Saved data entries:
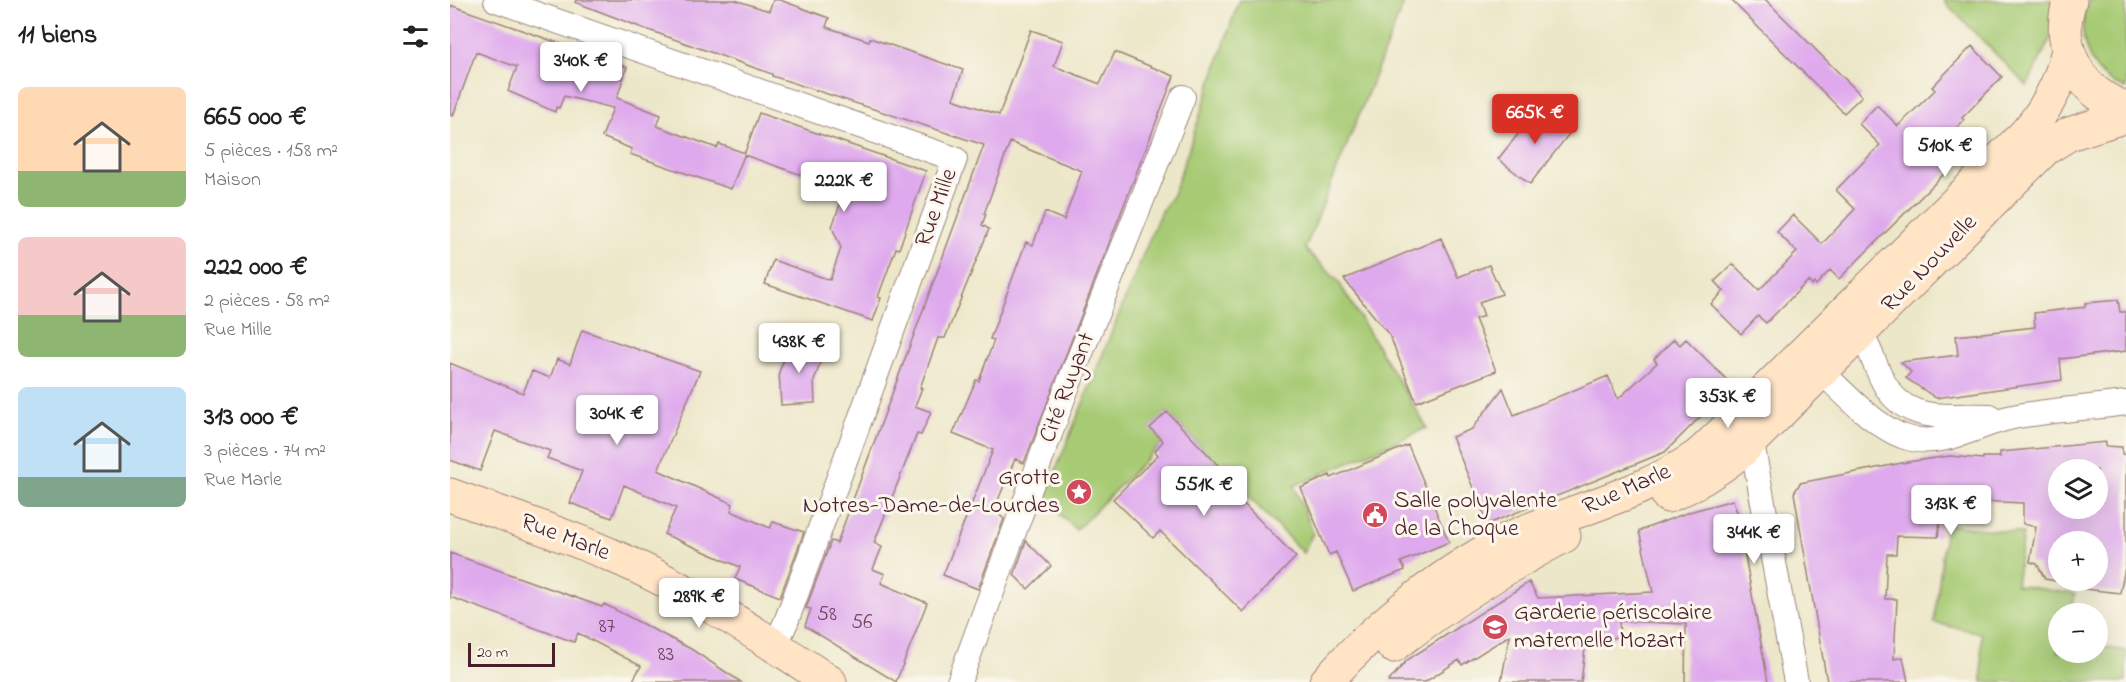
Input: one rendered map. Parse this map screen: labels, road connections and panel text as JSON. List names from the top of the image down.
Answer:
{
  "streets": {
    "main road": ["Rue Nouvelle", "Rue Marle"],
    "street": ["Rue Mille", "Cité Ruyant"]
  },
  "crossings": [
    ["Rue Mille", "Rue Marle"],
    ["Rue Nouvelle", "Rue Marle"]
  ],
  "places": {
    "place": ["Grotte Notres-Dame-de-Lourdes"],
    "public building": ["Salle polyvalente de la Choque"],
    "school or university": ["Garderie périscolaire maternelle Mozart"]
  },
  "house_numbers": [
    "58",
    "56",
    "87",
    "83"
  ],
  "scale_bar": "20 m",
  "page": {
    "heading": "11 biens",
    "price": [
      "340K €",
      "665K €",
      "510K €",
      "222K €",
      "438K €",
      "353K €",
      "304K €",
      "551K €",
      "313K €",
      "344K €",
      "289K €"
    ],
    "list": [
      {
        "name": "665 000 €",
        "note": "5 pièces · 158 m² · Maison"
      },
      {
        "name": "222 000 €",
        "note": "2 pièces · 58 m² · Rue Mille"
      },
      {
        "name": "313 000 €",
        "note": "3 pièces · 74 m² · Rue Marle"
      }
    ],
    "map_buttons": ["+", "−"],
    "scale": "20 m"
  }
}
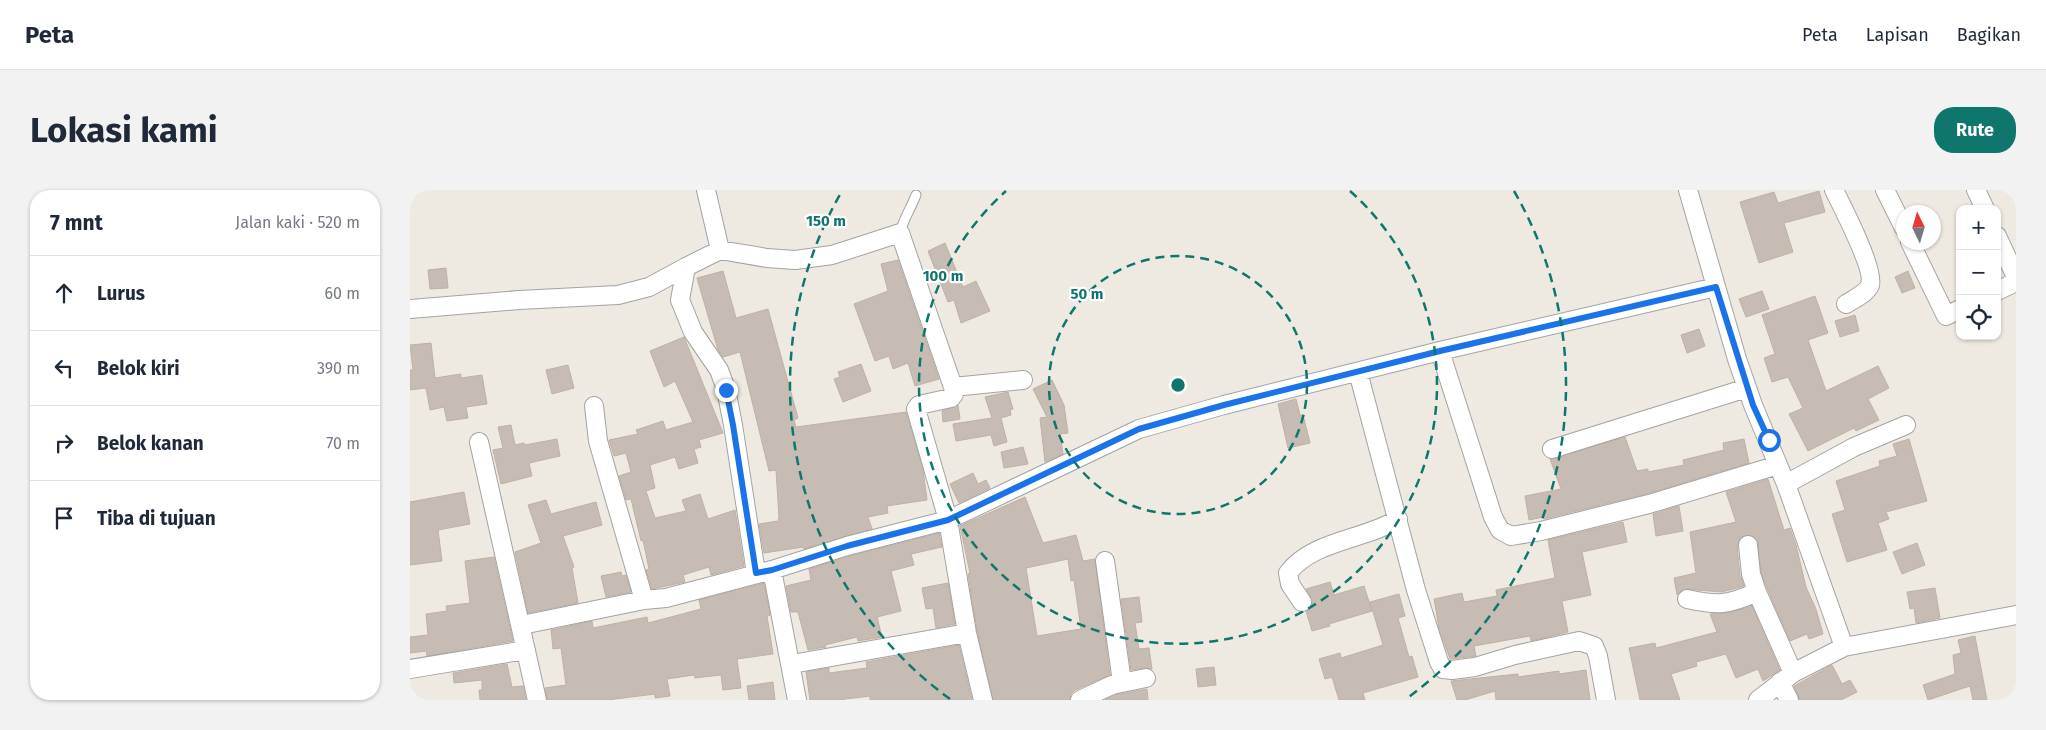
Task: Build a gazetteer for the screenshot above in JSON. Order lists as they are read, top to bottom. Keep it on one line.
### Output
{"north":"top","page":{"header":"Peta","nav":["Peta","Lapisan","Bagikan"],"buttons":"Rute","title":"Lokasi kami","heading":["7 mnt","Jalan kaki · 520 m"],"map_buttons":["+","−"],"list":[["Lurus","60 m"],["Belok kiri","390 m"],["Belok kanan","70 m"],"Tiba di tujuan"]},"rings":["150 m","100 m","50 m"]}
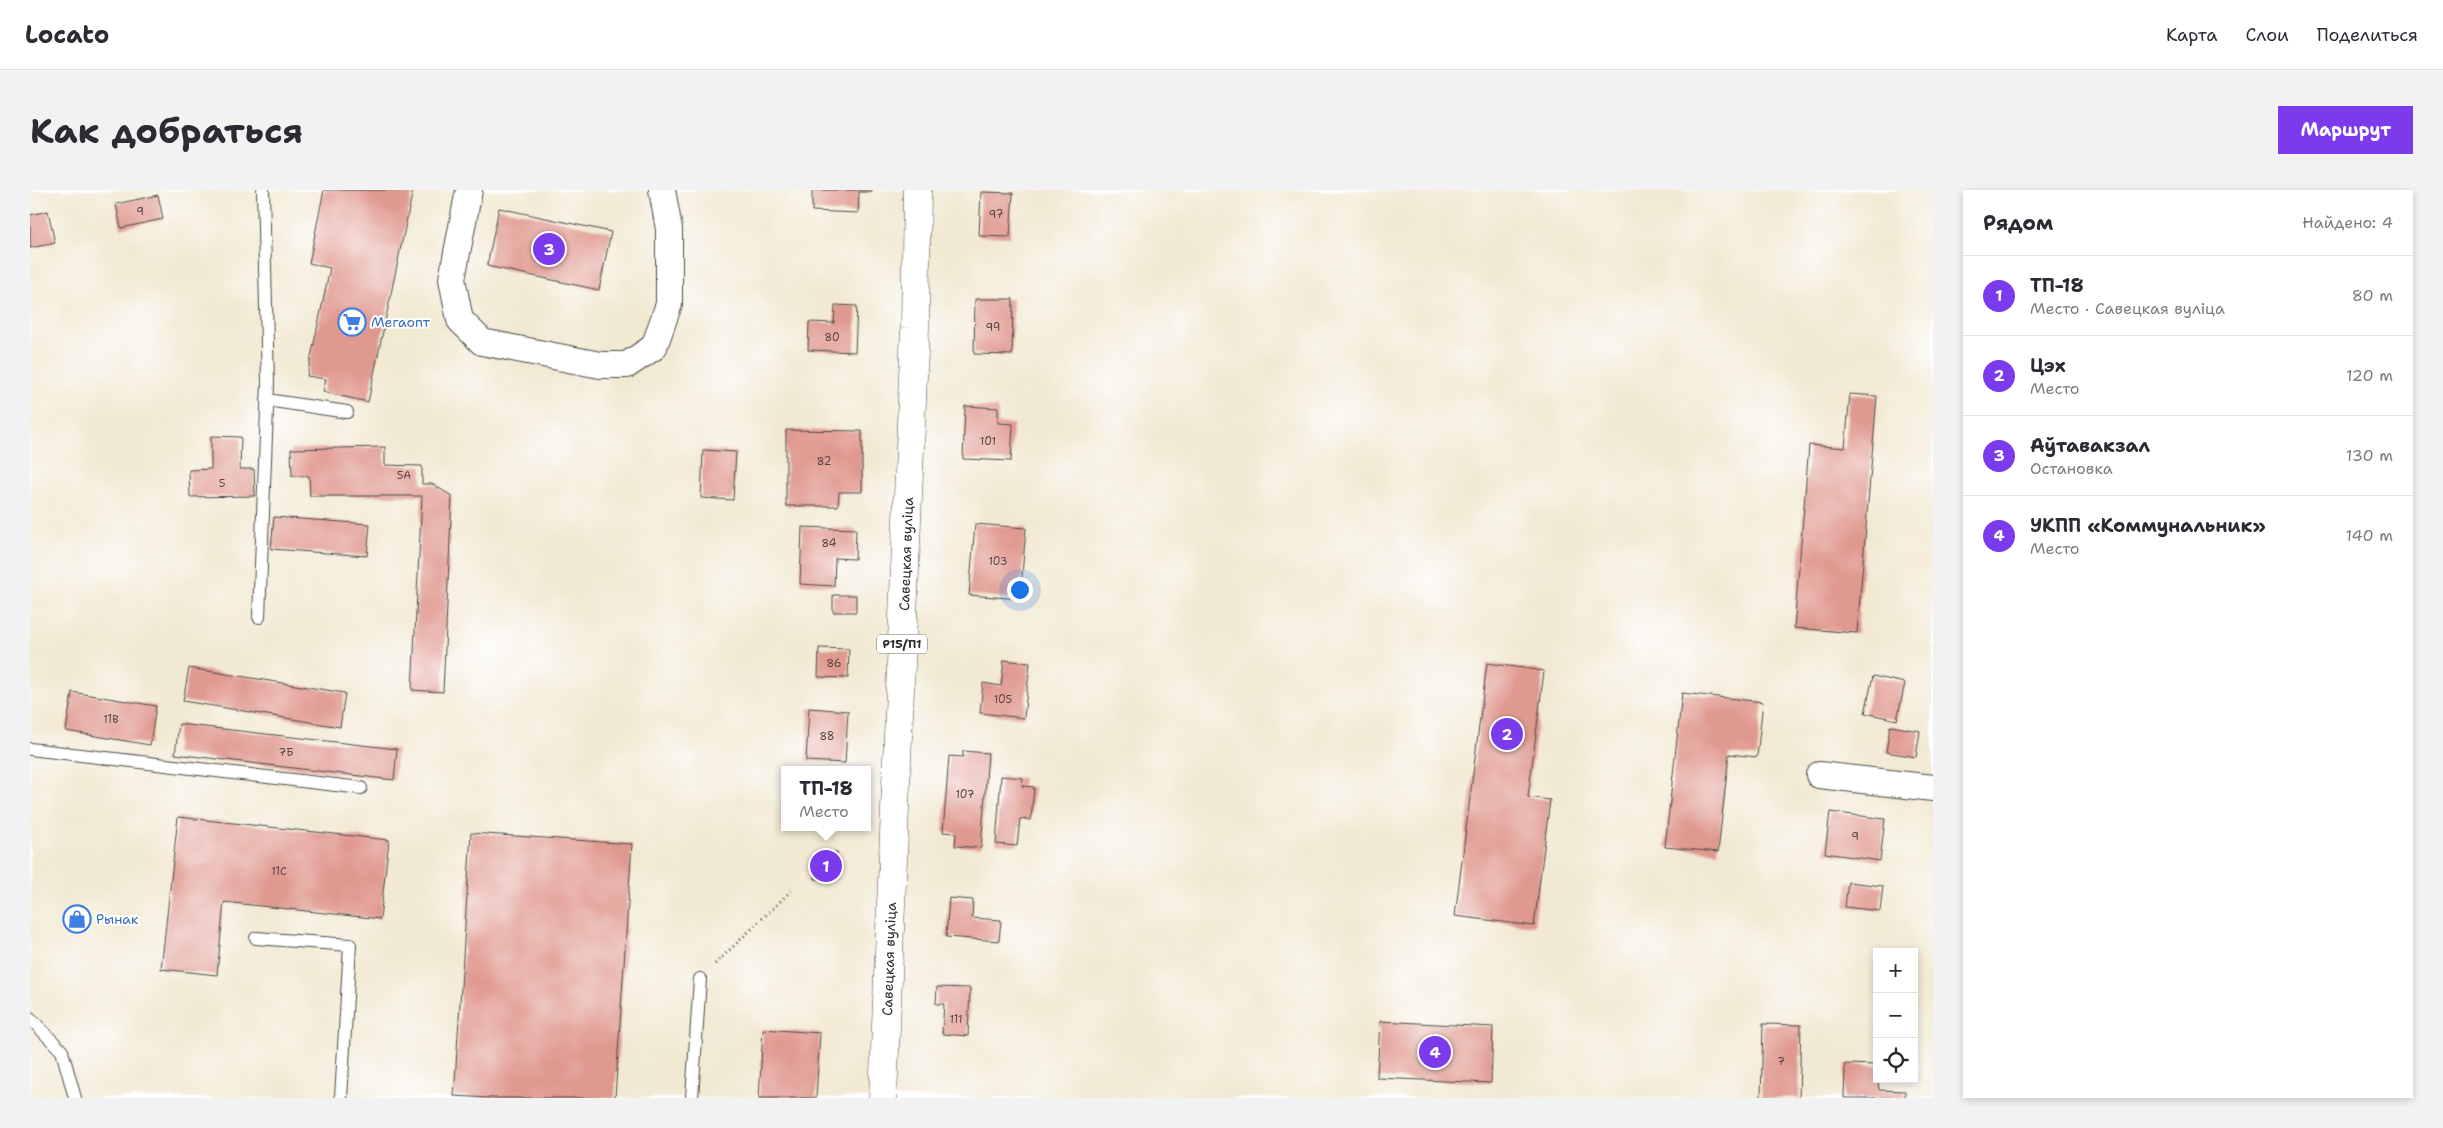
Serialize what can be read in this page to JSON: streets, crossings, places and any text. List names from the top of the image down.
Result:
{
  "streets": {
    "main road": ["Савецкая вуліца", "Р15/П1"]
  },
  "places": {
    "supermarket": ["Мегаопт"],
    "shop": ["Рынак"]
  },
  "house_numbers": [
    "9",
    "97",
    "99",
    "80",
    "101",
    "82",
    "5А",
    "5",
    "84",
    "103",
    "86",
    "105",
    "11В",
    "88",
    "7Б",
    "107",
    "9",
    "11С",
    "111",
    "7"
  ],
  "page": {
    "header": "Locato",
    "nav": ["Карта", "Слои", "Поделиться"],
    "buttons": "Маршрут",
    "title": "Как добраться",
    "heading": ["Рядом", "Найдено: 4"],
    "pins": [
      "3",
      "2",
      "1",
      "4"
    ],
    "list": [
      {
        "mark": "1",
        "name": "ТП-18",
        "note": "Место · Савецкая вуліца",
        "value": "80 m"
      },
      {
        "mark": "2",
        "name": "Цэх",
        "note": "Место",
        "value": "120 m"
      },
      {
        "mark": "3",
        "name": "Аўтавакзал",
        "note": "Остановка",
        "value": "130 m"
      },
      {
        "mark": "4",
        "name": "УКПП «Коммунальник»",
        "note": "Место",
        "value": "140 m"
      }
    ],
    "popup": ["ТП-18", "Место"],
    "map_buttons": ["+", "−"]
  }
}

Task goal → Would you copy out every line in the records that includes the string "JSON"?

Answer for this exercise →
Input: one rendered map. Parse this map screen: labels, road connections and panel text as JSON. List names from the top of the image down.
Task: Build a gazetteer for the screenshot above in JSON. Order lists as they are read, top to bottom. Keep it on one line.
Serialize what can be read in this page to JSON: streets, crossings, places and any text. List names from the top of the image down.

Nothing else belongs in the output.